───── DATASET EXTRACT

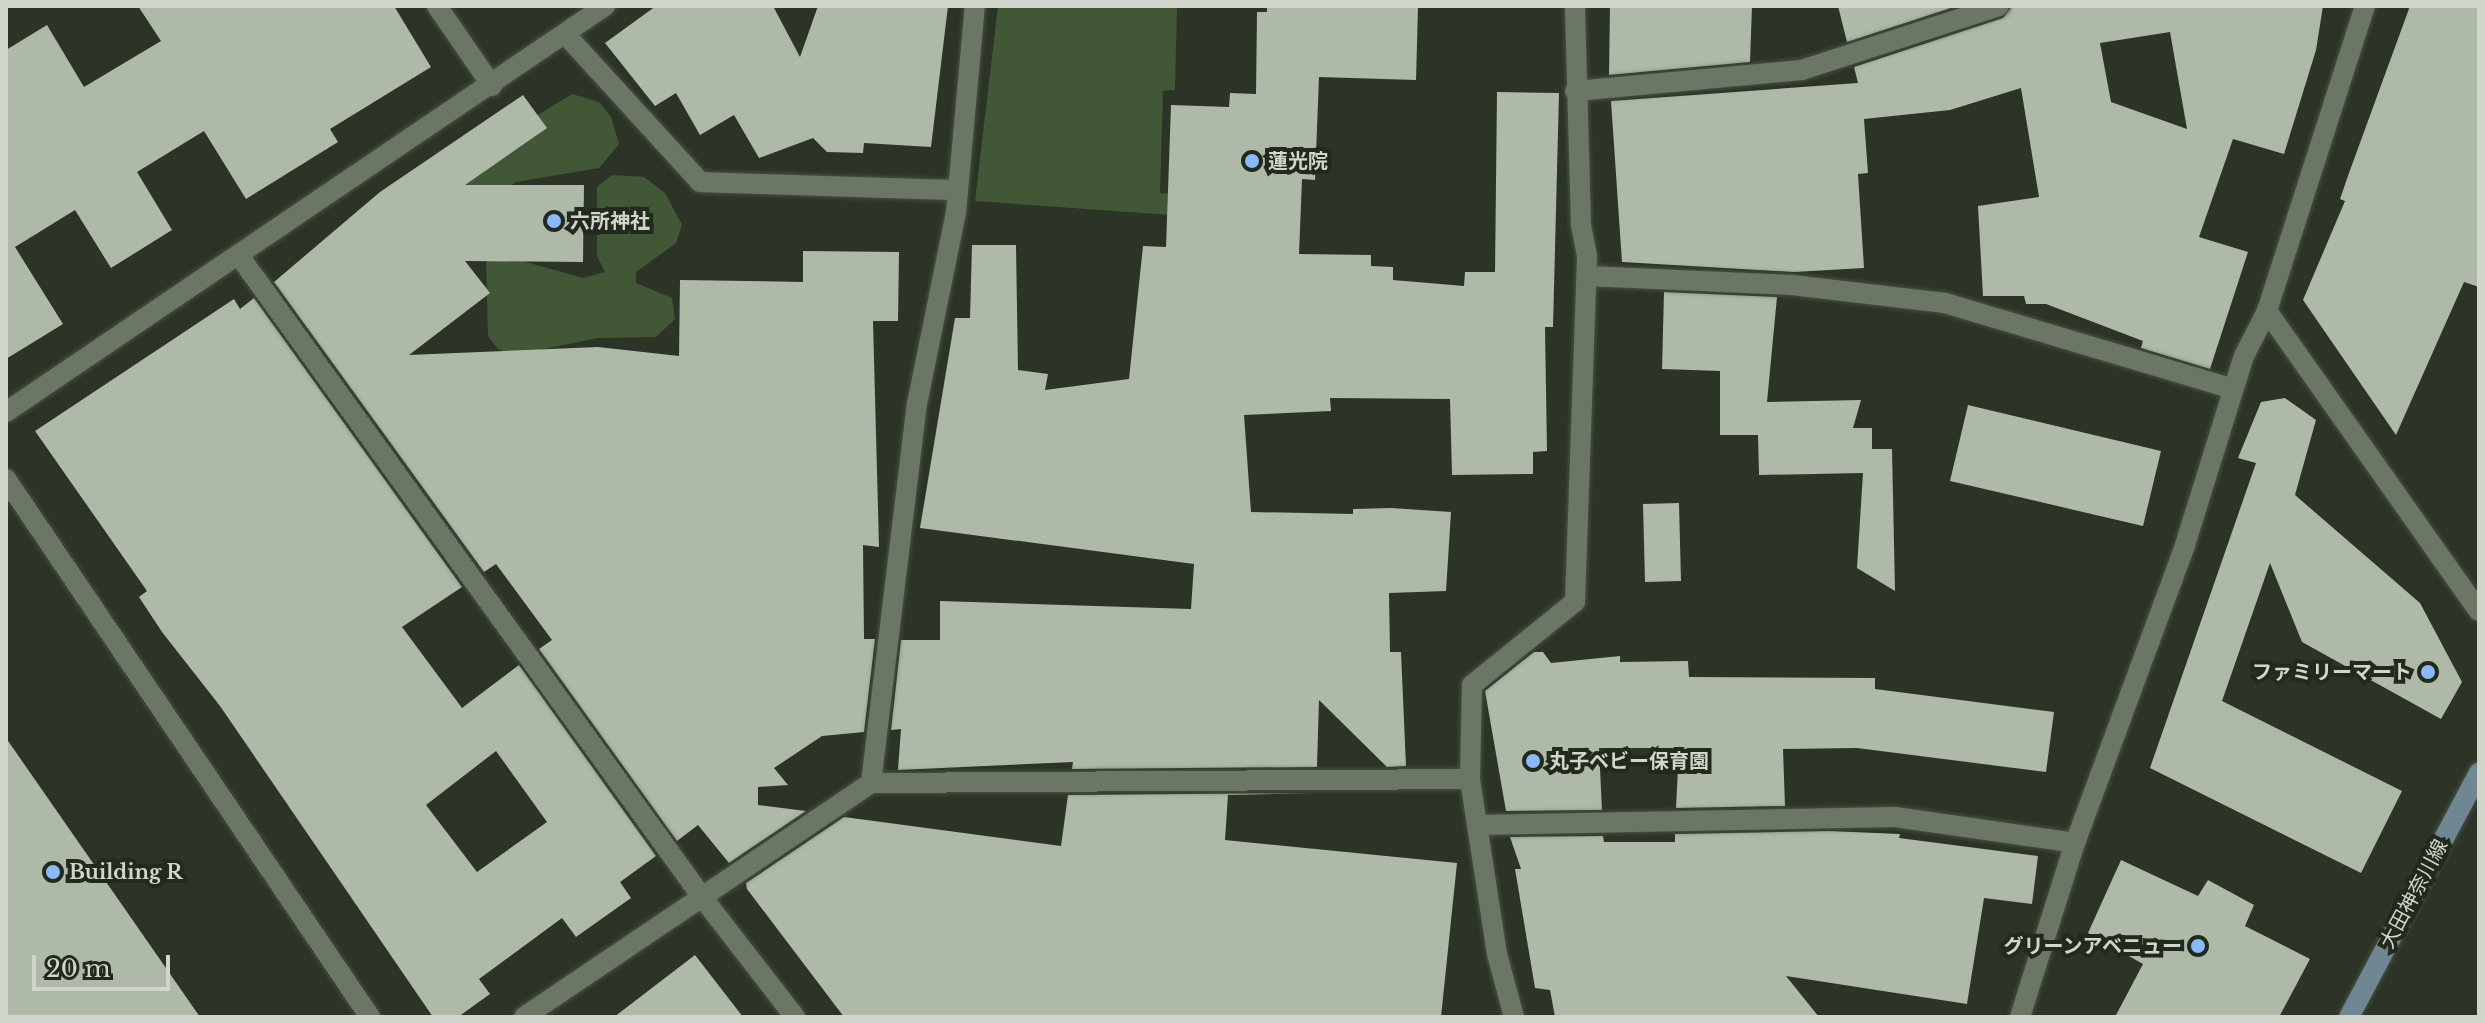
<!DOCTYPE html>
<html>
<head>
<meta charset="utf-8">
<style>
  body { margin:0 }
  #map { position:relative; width:2485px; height:1023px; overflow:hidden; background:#2b3426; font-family:"Libre Baskerville","Noto Sans JP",serif }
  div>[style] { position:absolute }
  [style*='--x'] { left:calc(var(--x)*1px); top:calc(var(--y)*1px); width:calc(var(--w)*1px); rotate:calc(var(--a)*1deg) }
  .green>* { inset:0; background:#425735 }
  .building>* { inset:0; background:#aeb9a7 }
  .roads { filter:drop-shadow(0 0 2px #485043) drop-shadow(0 0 2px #485043) }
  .minor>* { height:20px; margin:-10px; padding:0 10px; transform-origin:10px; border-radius:10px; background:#6b7665 }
  .tertiary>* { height:20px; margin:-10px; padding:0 10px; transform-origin:10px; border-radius:10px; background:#6b7665 }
  .secondary>* { height:20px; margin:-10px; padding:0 10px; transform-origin:10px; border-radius:10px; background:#6e8793 }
  .dots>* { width:22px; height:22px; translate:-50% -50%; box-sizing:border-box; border:4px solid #212a1c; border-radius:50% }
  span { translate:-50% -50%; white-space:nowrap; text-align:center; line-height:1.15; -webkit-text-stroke:8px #212a1c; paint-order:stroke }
  .poi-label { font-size:20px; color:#d1d6cd; font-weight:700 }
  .left { translate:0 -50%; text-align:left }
  .right { translate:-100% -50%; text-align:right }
  .street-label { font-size:20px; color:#d1d6cd }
  .frame { position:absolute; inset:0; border:8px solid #d1d6cd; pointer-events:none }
  .scale { position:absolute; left:32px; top:955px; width:138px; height:36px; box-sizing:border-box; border:4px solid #d1d6cd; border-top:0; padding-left:10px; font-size:24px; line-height:28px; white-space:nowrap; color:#d1d6cd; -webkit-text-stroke:6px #212a1c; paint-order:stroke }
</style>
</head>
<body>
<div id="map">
  <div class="green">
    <i style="clip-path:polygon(998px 6px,1177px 6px,1175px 90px,1163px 91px,1160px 193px,1185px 195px,1185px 216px,975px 201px)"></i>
    <i style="clip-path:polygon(572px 94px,599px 102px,611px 117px,619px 144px,599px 168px,516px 182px,454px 223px,438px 176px)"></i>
    <i style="clip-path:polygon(612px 175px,644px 177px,665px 193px,682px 225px,676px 243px,636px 272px,636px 283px,672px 298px,675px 319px,656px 337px,598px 338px,514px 355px,498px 349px,488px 336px,486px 259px,497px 254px,583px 278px,605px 272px,597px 256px,597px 187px)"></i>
  </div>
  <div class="building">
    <i style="clip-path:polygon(138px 6px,394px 6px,431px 67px,330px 129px,338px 142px,246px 199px,204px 131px,137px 172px,172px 230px,111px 268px,75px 210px,15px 247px,63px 324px,6px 359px,6px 50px,47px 25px,84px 87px,161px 41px)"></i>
    <i style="clip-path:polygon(656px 6px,773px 6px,800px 57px,818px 6px,948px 6px,931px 147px,864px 143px,863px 153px,827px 152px,813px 138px,759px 158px,734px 115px,700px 135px,676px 93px,655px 106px,605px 43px)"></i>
    <i style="clip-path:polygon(1267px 6px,1418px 8px,1416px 80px,1319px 77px,1315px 180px,1302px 179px,1299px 254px,1371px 255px,1371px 266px,1393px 267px,1393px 280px,1464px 286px,1465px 272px,1495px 272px,1497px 92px,1559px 93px,1553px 327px,1545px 327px,1547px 451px,1533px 452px,1533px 474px,1452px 475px,1450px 399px,1330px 398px,1331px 411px,1244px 415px,1251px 512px,1353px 514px,1353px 509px,1391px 508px,1451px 512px,1446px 591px,1389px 593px,1390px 652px,1401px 652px,1406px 766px,1387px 767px,1319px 700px,1317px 767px,1072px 769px,1073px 762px,898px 770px,901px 729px,891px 730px,901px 640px,940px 640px,940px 601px,1191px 609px,1194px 564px,920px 528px,955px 318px,970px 318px,972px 245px,1016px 245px,1018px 370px,1048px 374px,1045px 390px,1129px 379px,1143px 246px,1166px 247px,1171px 105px,1229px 107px,1230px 93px,1256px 94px,1257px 12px,1267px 12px)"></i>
    <i style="clip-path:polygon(1610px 6px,1752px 6px,1750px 62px,1609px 75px)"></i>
    <i style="clip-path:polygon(1838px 6px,1957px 6px,1847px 42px)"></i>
    <i style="clip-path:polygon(evenodd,2012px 6px,2323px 6px,2316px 50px,2284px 154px,2233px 139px,2199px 237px,2248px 252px,2210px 369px,2141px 348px,2143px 341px,2046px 304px,2026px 304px,2024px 296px,1983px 296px,1978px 206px,2039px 197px,2021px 88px,1950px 110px,1864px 119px,1868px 173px,1858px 174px,1864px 268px,1794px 272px,1622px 262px,1611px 101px,1858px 83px,1854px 67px,2003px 18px,2012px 6px,2170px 32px,2187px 129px,2111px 102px,2100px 43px,2170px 32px)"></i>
    <i style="clip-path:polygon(2410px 6px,2479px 6px,2479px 287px,2464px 282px,2396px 435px,2303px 300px,2345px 201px,2340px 199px,2349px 173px)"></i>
    <i style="clip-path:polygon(523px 95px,547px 128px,465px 185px,584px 185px,583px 262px,465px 261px,490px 293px,409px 355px,598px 347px,679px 356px,680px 280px,803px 282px,803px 251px,899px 252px,898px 321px,873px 321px,879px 547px,863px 545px,864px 639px,875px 639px,864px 732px,822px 736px,774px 768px,788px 785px,758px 787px,758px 805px,806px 811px,729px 863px,698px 825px,677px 841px,539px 649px,552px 640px,496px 564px,484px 572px,274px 282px,380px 192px)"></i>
    <i style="clip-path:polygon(1664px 292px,1777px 297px,1767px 402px,1861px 400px,1853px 428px,1872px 428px,1872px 449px,1892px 449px,1895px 591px,1857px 568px,1863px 473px,1759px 475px,1758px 435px,1720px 435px,1720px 371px,1662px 369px)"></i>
    <i style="clip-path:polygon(evenodd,254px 298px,462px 587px,402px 627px,462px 708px,519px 665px,656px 856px,620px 882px,631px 898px,576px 937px,562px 918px,479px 979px,490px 994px,458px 1017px,433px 1017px,220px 706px,162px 632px,139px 597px,147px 591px,35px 431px,234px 299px,240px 309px,254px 298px,496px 751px,547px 822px,477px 872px,426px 805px,496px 751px)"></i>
    <i style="clip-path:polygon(2285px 398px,2316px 420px,2295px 495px,2420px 603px,2462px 682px,2441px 719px,2302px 642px,2270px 563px,2222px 701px,2402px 791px,2361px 873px,2150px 768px,2256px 463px,2238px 458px,2261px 402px)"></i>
    <i style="clip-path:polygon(1968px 405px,2161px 451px,2143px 526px,1950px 481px)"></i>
    <i style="clip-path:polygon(1679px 503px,1681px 581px,1645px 582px,1643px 504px)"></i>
    <i style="clip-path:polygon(1534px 652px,1543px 652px,1551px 663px,1620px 656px,1620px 662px,1688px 661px,1689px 677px,1875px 678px,1875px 689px,2054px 712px,2046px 772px,1857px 748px,1783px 749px,1785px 806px,1676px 808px,1679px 748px,1599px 748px,1602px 810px,1506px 811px,1485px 691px)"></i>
    <i style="clip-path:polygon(6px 738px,200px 1017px,6px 1017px)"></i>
    <i style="clip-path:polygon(1317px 793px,1228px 795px,1225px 840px,1457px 863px,1441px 1017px,844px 1017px,747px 889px,746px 883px,844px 817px,1061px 846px,1068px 795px)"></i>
    <i style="clip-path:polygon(1828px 831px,1900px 834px,1899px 838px,2038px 856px,2032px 904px,1984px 898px,1967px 1004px,1786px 976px,1819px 1017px,1555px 1017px,1550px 990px,1535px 988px,1515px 869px,1521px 869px,1510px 837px,1603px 836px,1604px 842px,1675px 842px,1675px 834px)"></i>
    <i style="clip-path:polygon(2121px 860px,2198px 896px,2208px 880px,2254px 905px,2245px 926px,2310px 959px,2279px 1017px,2115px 1017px,2143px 964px,2088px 933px)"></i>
    <i style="clip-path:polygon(695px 955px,743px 1017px,614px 1017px)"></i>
  </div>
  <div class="roads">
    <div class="minor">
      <i style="--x:565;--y:34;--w:200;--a:47.6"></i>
      <i style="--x:700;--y:182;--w:258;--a:1.8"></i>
      <i style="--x:1575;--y:91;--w:228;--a:-5.3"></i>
      <i style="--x:1802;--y:70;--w:207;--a:-18"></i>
      <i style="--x:240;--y:257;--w:789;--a:54.18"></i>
      <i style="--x:702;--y:897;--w:152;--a:52.2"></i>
      <i style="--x:1587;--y:276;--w:205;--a:2.5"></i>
      <i style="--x:1792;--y:285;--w:154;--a:6.7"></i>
      <i style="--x:1945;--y:303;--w:301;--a:16.6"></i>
      <i style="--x:6;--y:412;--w:724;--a:-34.13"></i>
      <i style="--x:871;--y:783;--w:382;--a:-83.1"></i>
      <i style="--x:917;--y:404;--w:195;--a:-78.5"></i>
      <i style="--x:956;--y:213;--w:208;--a:-84.8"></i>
      <i style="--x:1477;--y:825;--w:418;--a:-1.1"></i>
      <i style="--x:1895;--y:817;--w:182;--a:8.2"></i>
      <i style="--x:524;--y:1017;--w:419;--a:-34"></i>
      <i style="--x:871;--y:783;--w:599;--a:-0.38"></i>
      <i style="--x:1514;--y:1017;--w:65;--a:-105.1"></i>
      <i style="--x:1497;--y:954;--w:177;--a:-98.8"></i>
      <i style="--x:1470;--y:779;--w:94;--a:-88.8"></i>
      <i style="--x:1472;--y:685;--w:132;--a:-38.9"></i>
      <i style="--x:1575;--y:602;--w:346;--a:-88"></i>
      <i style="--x:1587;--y:256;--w:33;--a:-101"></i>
      <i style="--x:1581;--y:224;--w:218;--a:-91.6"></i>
      <i style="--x:2020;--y:1017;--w:182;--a:-72.5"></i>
      <i style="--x:2075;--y:843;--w:318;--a:-69.7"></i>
      <i style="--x:2185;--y:545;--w:198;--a:-72.7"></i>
      <i style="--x:2244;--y:356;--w:51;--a:-62.9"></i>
      <i style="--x:2267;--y:311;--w:320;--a:-72.2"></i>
    </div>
    <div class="tertiary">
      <i style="--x:437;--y:6;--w:97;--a:55.5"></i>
      <i style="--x:2267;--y:311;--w:367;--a:54.8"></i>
      <i style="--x:6;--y:479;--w:650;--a:55.92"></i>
    </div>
    <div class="secondary">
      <i style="--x:2349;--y:1017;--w:277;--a:-62"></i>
    </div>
  </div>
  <div class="dots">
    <i style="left:1252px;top:161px;background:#88bafc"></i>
    <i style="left:554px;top:221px;background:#88bafc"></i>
    <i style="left:2428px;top:672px;background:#88bafc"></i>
    <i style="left:1533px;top:761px;background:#88bafc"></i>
    <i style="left:53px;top:872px;background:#88bafc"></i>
    <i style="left:2198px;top:946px;background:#88bafc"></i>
  </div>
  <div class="poi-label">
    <span class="left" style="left:1268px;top:161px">蓮光院</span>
    <span class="left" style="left:570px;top:221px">六所神社</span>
    <span class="right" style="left:2412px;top:672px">ファミリーマート</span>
    <span class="left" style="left:1549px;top:761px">丸子ベビー保育園</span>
    <span class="left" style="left:69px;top:872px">Building R</span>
    <span class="right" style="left:2182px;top:946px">グリーンアベニュー</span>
  </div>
  <div class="street-label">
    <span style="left:2414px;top:894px;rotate:-62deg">大田神奈川線</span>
  </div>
  <div class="frame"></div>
  <div class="scale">20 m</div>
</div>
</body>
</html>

──────────

WORK INSTRUCTION
A word-for-word copy of the lines above from the one with "translate:-50% -50%; white-space:nowrap;" through the one with "font-size:20px; color:#d1d6cd; font-weight:700", inclusive, is the only output wanted.

RESPONSE AREA
  span { translate:-50% -50%; white-space:nowrap; text-align:center; line-height:1.15; -webkit-text-stroke:8px #212a1c; paint-order:stroke }
  .poi-label { font-size:20px; color:#d1d6cd; font-weight:700 }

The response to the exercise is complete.